- **TASK TO COMPLETE**: Nothing but the lines from the start of the data through the line with "M0 0H16L24 61 29 60 36 167 0 172Z" should appear in the answer, each retyped exactly, and pictures should not.

- **INFORMATION SHOWN**:

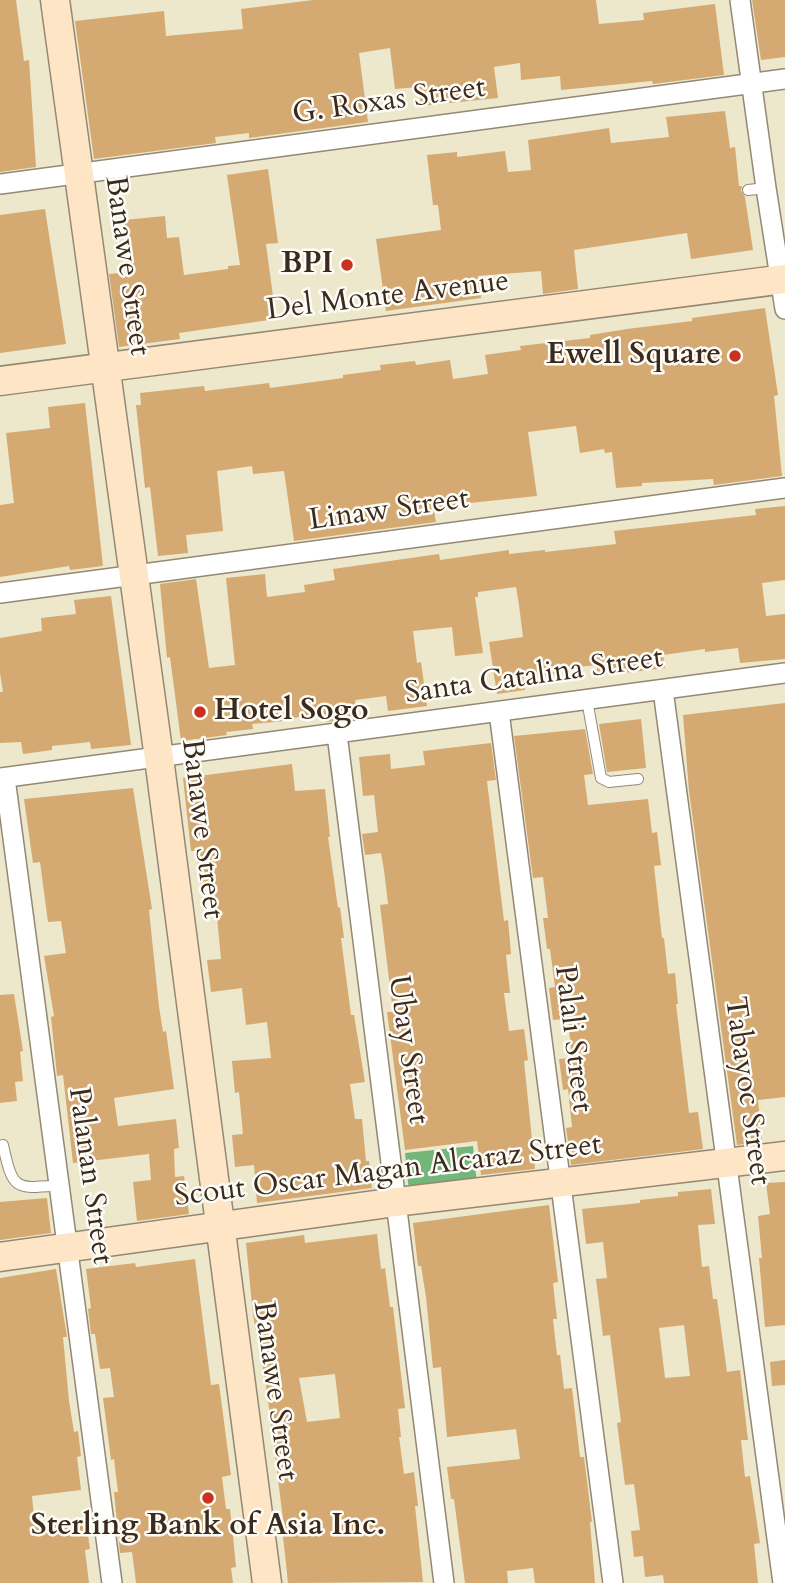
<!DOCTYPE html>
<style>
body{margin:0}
canvas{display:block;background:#ede7cb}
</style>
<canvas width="785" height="1583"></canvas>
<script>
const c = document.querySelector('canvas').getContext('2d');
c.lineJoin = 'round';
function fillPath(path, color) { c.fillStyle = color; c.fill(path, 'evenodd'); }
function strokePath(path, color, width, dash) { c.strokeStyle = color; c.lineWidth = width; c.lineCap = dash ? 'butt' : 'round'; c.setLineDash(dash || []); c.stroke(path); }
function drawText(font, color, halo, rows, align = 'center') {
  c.font = font + ' Cardo,serif'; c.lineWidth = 5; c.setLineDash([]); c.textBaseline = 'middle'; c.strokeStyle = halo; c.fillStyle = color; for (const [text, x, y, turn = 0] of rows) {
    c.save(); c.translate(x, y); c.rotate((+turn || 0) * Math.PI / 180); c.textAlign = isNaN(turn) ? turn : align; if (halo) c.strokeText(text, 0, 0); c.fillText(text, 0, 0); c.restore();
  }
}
const forest = new Path2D(`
 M473 1146 477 1184 409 1192 405 1153Z`);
const building = new Path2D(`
 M0 0H16L24 61 29 60 36 167 0 172Z
 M313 0H596L599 24 644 20 643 13 715 4 724 75 653 84 652 81 561 90 560 76 521 80 520 63 494 67 498 98 421 106 419 87 395 89 390 48 359 53 368 122 249 138V133L215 137 216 143 94 159 75 21 164 11 166 36 198 33 243 29 241 9Z
 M752 0H785V57L761 60Z
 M725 111 730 148 735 147 739 186H742L741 191 745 197 753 250 691 259 687 233 574 250 578 289 543 294 541 271 478 276 481 298 386 311 376 239 441 230 438 205H433L427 155 457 152V157L505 151 508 172 531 170 528 140 609 128 611 143 669 137 666 117Z
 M268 169 278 243 266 244 276 319 179 333 180 339 119 347 109 274 131 272 124 220 165 216 167 238 179 237 184 275 228 269V266L240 265 227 175Z
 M45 209 66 344 0 353V215Z
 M765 308 778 395 774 396 782 476 714 485 713 479 642 483V486L616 488 612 452 605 453 604 449 580 453 576 426 528 432 537 496 470 503 471 505 434 511 436 522 294 541 284 471 253 474 252 466 217 471 223 531 186 535 188 553 158 556 150 487 145 488 136 405H141L140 393 204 386 205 391 269 383 270 388 343 378V375L381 370 380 365 415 361 416 365 450 360 453 379 488 374 485 355 521 350 520 346 590 338V335L627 329 692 321V318Z
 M85 403 103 566 70 570 69 566 0 577V505L14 503 6 433 50 428 48 407Z
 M785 506V580L762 583 766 616 785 614V659L740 663 738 648 705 652V649L663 655 665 668 616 674 615 670 597 672V665L559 669V674L523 678 525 690 497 694 489 642 523 637 519 605 516 587 478 592V597H475L483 653 455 656 452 627 413 631 417 663 421 662 427 706 388 711 386 696 355 700 357 718 326 722 325 714 284 719 285 721 252 724 253 729 226 732 227 735 181 741 170 657 167 658 160 584 196 579 209 668 235 665 226 578 265 574 267 597 305 592 304 585 335 580 333 569 439 554 440 560 509 550V554L545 550V552L616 544 614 531 756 515 755 509Z
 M111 596 131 745 91 749 90 742 52 746V750L23 754 21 742 0 743V692H3L0 673V638L42 631 41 618 76 614 74 600Z
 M785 703V1097L758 1100 762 1142 737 1145 689 791 683 715Z
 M641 719 646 768 607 772 599 724Z
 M585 729 593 774 584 775 588 805 648 799 652 833 657 832 661 865 654 866 662 938H664L668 974 675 973 678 1004H676L689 1113 698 1112 703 1149 571 1165 566 1128 572 1127 568 1089 563 1090 559 1059 572 1058 568 1019 553 1020 549 988 555 987 550 949H547L543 918H548L543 877 533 878 514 736Z
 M491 743 496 780 487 781 504 921 508 920 511 954 506 955 510 993H504L509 1031 524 1029 528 1060 524 1061 535 1169 481 1175 477 1141 405 1150 387 1012H393L380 905 388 904 384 870 381 853 365 855 362 834 378 832 374 795 363 796 359 757 390 754 391 769 425 765 423 751Z
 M292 764 295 791 325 789 330 837H328L338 908 340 907 344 938H341L351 1015H354L365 1082 350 1084 355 1119H362L366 1161H369L372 1188 257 1203 254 1165 235 1167 232 1135 243 1134 239 1092 235 1093 232 1061 271 1058 267 1022 246 1025 242 988 211 992 207 960 221 959 214 886 201 888 196 851H191L183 778Z
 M133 788 152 909 149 910 159 1007 163 1032 166 1031 174 1089 114 1098 118 1126 176 1119 179 1148 174 1149 175 1177 184 1176 189 1214 137 1221 133 1182 151 1180 149 1154 73 1163 63 1075 57 1076 51 1017 54 1016 44 956 66 953 61 921 48 922 40 862 33 863 24 799Z
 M14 994 23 1051 20 1052 23 1081 15 1082 17 1101 0 1103V995Z
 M785 1182V1325L765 1327 759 1258H762L758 1216 770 1214 766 1183Z
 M711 1189 715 1224 698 1225 702 1267 709 1266 713 1299H717L727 1372 740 1370 748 1440H741L745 1477 750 1476 760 1543 754 1544 758 1583H664L663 1575 645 1577 643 1556 634 1557 631 1531 640 1530 634 1484 625 1485 617 1423 621 1422 610 1335 603 1336 596 1279 607 1278 603 1242 586 1244 582 1209 640 1203V1200L678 1196V1192ZM684 1325 690 1376 665 1378 659 1328Z
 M47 1198 51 1233 0 1240V1202Z
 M549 1205 558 1282 553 1283 557 1319H553L557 1355H560L564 1389 572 1388 580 1457H584L592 1522H590L595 1583H535L533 1568 507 1571 508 1583H465L454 1499H451L447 1467 520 1459 516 1429 447 1437 441 1367 433 1368 426 1297 421 1266H418L413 1223Z
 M377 1234 381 1269 385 1268 390 1307H393L405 1408 398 1409 401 1437H399L404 1474 414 1472 418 1506H415L423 1582 288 1583 282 1527H284L266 1384 253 1315 246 1243 304 1235 305 1243ZM335 1374 340 1418 307 1422 299 1378Z
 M195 1259 211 1385 219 1384 231 1475 222 1477 226 1509H230L233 1536 236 1567 231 1568 233 1583H136L132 1552 120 1553 114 1492H118L114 1459 111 1460 103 1398 114 1397 110 1368 100 1369 95 1334H91L88 1309 91 1308 86 1269 135 1263 136 1267Z
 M56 1269 67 1337H63L69 1401 74 1432 78 1431 81 1456 77 1457 81 1490 32 1496 35 1527 86 1521 90 1549 85 1550 89 1583H0V1278Z
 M785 1360V1385L772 1386 770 1362Z`);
const lane = new Path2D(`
 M748 190 766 188
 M587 700 601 778 609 782 638 779
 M3 1145C13 1191 15 1189 60 1185`);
const street = new Path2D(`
 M740 0 766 188 785 309
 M0 184 785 79
 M0 593 785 488
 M663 690 783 1583
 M499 712 613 1583
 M337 734 444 1583
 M0 778 785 673
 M5 778 112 1583`);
const secondary = new Path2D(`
 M55 0 159 758 267 1583
 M0 381 785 279
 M0 1257 396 1202 785 1156`);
const markers = [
 [347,265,7,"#c8321e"],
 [735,356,7,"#c8321e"],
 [200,712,7,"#c8321e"],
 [208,1498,7,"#c8321e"]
];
const streetNames = [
 ["G. Roxas Street",389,102,-8],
 ["Banawe Street",126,266,82],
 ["Del Monte Avenue",388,297,-7],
 ["Linaw Street",389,511,-8],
 ["Santa Catalina Street",534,677,-8],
 ["Banawe Street",201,829,83],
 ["Palali Street",572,1039,83],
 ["Ubay Street",407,1050,82],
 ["Tabayoc Street",746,1091,82],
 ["Scout Oscar Magan Alcaraz Street",388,1172,-7],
 ["Palanan Street",89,1176,82],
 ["Banawe Street",274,1391,82]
];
const poiNames = [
 ["BPI",333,265],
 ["Ewell Square",721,356],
 ["Hotel Sogo",214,712,"left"],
 ["Sterling Bank of Asia Inc.",208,1527,"center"]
];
fillPath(forest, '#72b679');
fillPath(building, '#d4aa72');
strokePath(lane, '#948874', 12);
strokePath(street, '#948874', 22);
strokePath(secondary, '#948874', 31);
strokePath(lane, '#fff', 10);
strokePath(street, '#fff', 19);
strokePath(secondary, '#fee5c5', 28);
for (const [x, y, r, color] of markers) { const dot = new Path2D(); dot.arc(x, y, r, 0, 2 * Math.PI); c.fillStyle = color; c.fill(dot); strokePath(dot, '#fdfcf7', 2.5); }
drawText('30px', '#3b2a1e', '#fdfcf7', streetNames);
drawText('bold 30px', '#3b2a1e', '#fdfcf7', poiNames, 'right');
</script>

- **RESPONSE FOR THIS EXERCISE**:
<!DOCTYPE html>
<style>
body{margin:0}
canvas{display:block;background:#ede7cb}
</style>
<canvas width="785" height="1583"></canvas>
<script>
const c = document.querySelector('canvas').getContext('2d');
c.lineJoin = 'round';
function fillPath(path, color) { c.fillStyle = color; c.fill(path, 'evenodd'); }
function strokePath(path, color, width, dash) { c.strokeStyle = color; c.lineWidth = width; c.lineCap = dash ? 'butt' : 'round'; c.setLineDash(dash || []); c.stroke(path); }
function drawText(font, color, halo, rows, align = 'center') {
  c.font = font + ' Cardo,serif'; c.lineWidth = 5; c.setLineDash([]); c.textBaseline = 'middle'; c.strokeStyle = halo; c.fillStyle = color; for (const [text, x, y, turn = 0] of rows) {
    c.save(); c.translate(x, y); c.rotate((+turn || 0) * Math.PI / 180); c.textAlign = isNaN(turn) ? turn : align; if (halo) c.strokeText(text, 0, 0); c.fillText(text, 0, 0); c.restore();
  }
}
const forest = new Path2D(`
 M473 1146 477 1184 409 1192 405 1153Z`);
const building = new Path2D(`
 M0 0H16L24 61 29 60 36 167 0 172Z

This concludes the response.